Едва Леонид откинул одеяло с койки, ткнул кулаком блинообразную подушку, чтобы придать ей хоть сколько-нибудь «пухлую» форму, как пришел Шатков. Мохнатое, засыпанное снежинками пальто его было только наброшено на плечи, будто на дворе стоял теплый октябрь, воротник новой рубахи стягивал галстучек, купленный в первую же стипендию. От его выбритых щек убийственно несло тройным одеколоном.
— Где тебя носит, Ванька? Полночь на дворе. Опять скажешь — у приятеля?
— Точно. Занимались. Головастый, стервец!
— Это он тебе губы помадой измазал?
— Брешешь? — Шатков испуганно тыльной стороной ладони вытер губы.
— Три, три лучше, помада-то из собачьего жира. Это кто ж кого в благодарность целует: «головастый стервец» тебя или ты... ее?
Увидев, что рука его чистая, Шатков кинулся на друга, сгреб и повалил на койку.
— Разыгрываешь, бюрократ задрипанный!..
От возни двух молодых здоровых парней затрещала железная сетка.
— Попался, святой пастор, — задыхаясь от смеха, говорил Леонид, пытаясь вырваться. — То-то гляжу, бреется каждый день... удавку нацепил. Приходит от «головастого стервеца», будто кот из погреба... только что не облизывается. Ну, думаю, ухо от старой лоханки. Секреты в кармане держит, а еще корень...
Боролись они в полную силу. Шатков, хоть и был пониже, обладал цепкой хваткой, а главное, верткостью. Осокину с трудом удалось сбросить его и в свою очередь подмять под себя. Подушка его, одеяло сбились, сползли на грязный кафельный пол.
— Тише, черти, — заворчал на них сосед с другой стороны. — Забыли: чуть свет на занятия?

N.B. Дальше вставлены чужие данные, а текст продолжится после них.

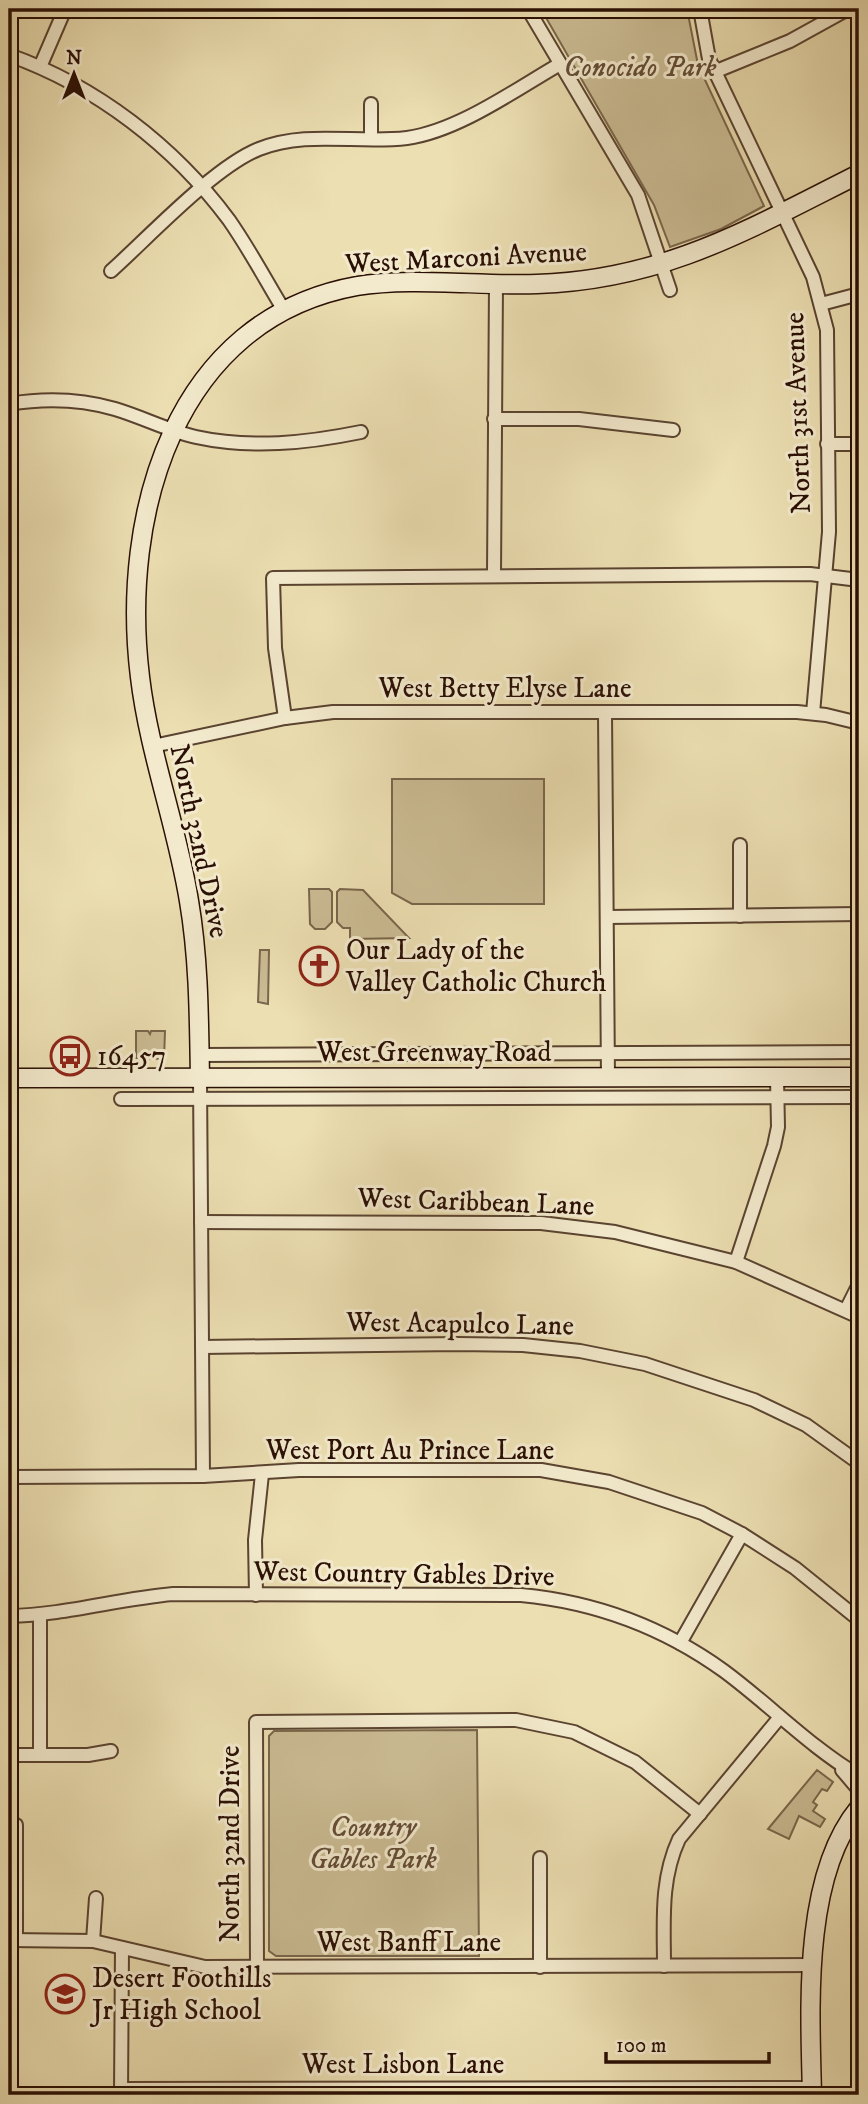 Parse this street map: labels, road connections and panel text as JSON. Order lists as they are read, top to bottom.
{
  "streets": {
    "street": [
      "West Marconi Avenue",
      "North 31st Avenue",
      "West Betty Elyse Lane",
      "North 32nd Drive",
      "West Greenway Road",
      "West Caribbean Lane",
      "West Acapulco Lane",
      "West Port Au Prince Lane",
      "West Country Gables Drive",
      "West Banff Lane",
      "West Lisbon Lane"
    ]
  },
  "crossings": [
    ["West Marconi Avenue", "North 31st Avenue"],
    ["West Marconi Avenue", "North 32nd Drive"],
    ["North 31st Avenue", "West Betty Elyse Lane"],
    ["West Betty Elyse Lane", "North 32nd Drive"],
    ["North 32nd Drive", "West Greenway Road"],
    ["North 32nd Drive", "West Caribbean Lane"],
    ["North 32nd Drive", "West Acapulco Lane"],
    ["North 32nd Drive", "West Port Au Prince Lane"],
    ["North 32nd Drive", "West Banff Lane"]
  ],
  "parks": ["Conocido Park", "Country Gables Park"],
  "places": {
    "church": ["Our Lady of the Valley Catholic Church"],
    "bus stop": ["16457"],
    "school or university": ["Desert Foothills Jr High School"]
  },
  "scale_bar": "100 m",
  "north": "top"
} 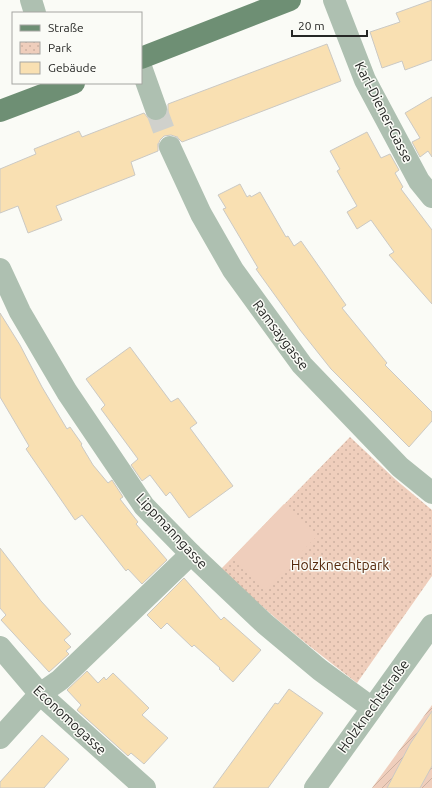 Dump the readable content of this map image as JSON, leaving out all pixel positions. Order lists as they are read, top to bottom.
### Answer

Друзья прекратили борьбу, тяжело дыша, поправили койку, уселись рядом. Леонид больше ни словом не коснулся похождений' Ивана, а, как обычно, перечислил наиболее значительные события прожитого дня. Начал со встречи с Крупской. Иван позавидовал и пожалел, что сам не мог отблагодарить ее. Затем Леонид рассказал о том, какой вопрос задал на лекции и о разговоре с Кириллом Фураевым.
— Фураев был прав, — не задумываясь проговорил Шатков. — Знаешь у нас студента Зыбцова? Толстомордый такой, всем улыбается. Осторожнее будь с ним. Одного третьекурсника посадили... забыл фамилию, называли мне.
Сообщение огорошило Леонида. Арестовали студента? У них, в Советской стране? Он не мог ничего понять.
— За что?
— Черт его знает! То ли троцкист, то ли вредитель какой... В общем, загудел и в киче сидит. По политическому.
— Вот это — да! А не контрик ли тот третьекурсник? Ванька говорит — из рабочих, молодой парень. Как же так? Что- то непонятно. Может, ошибка и еще разберутся?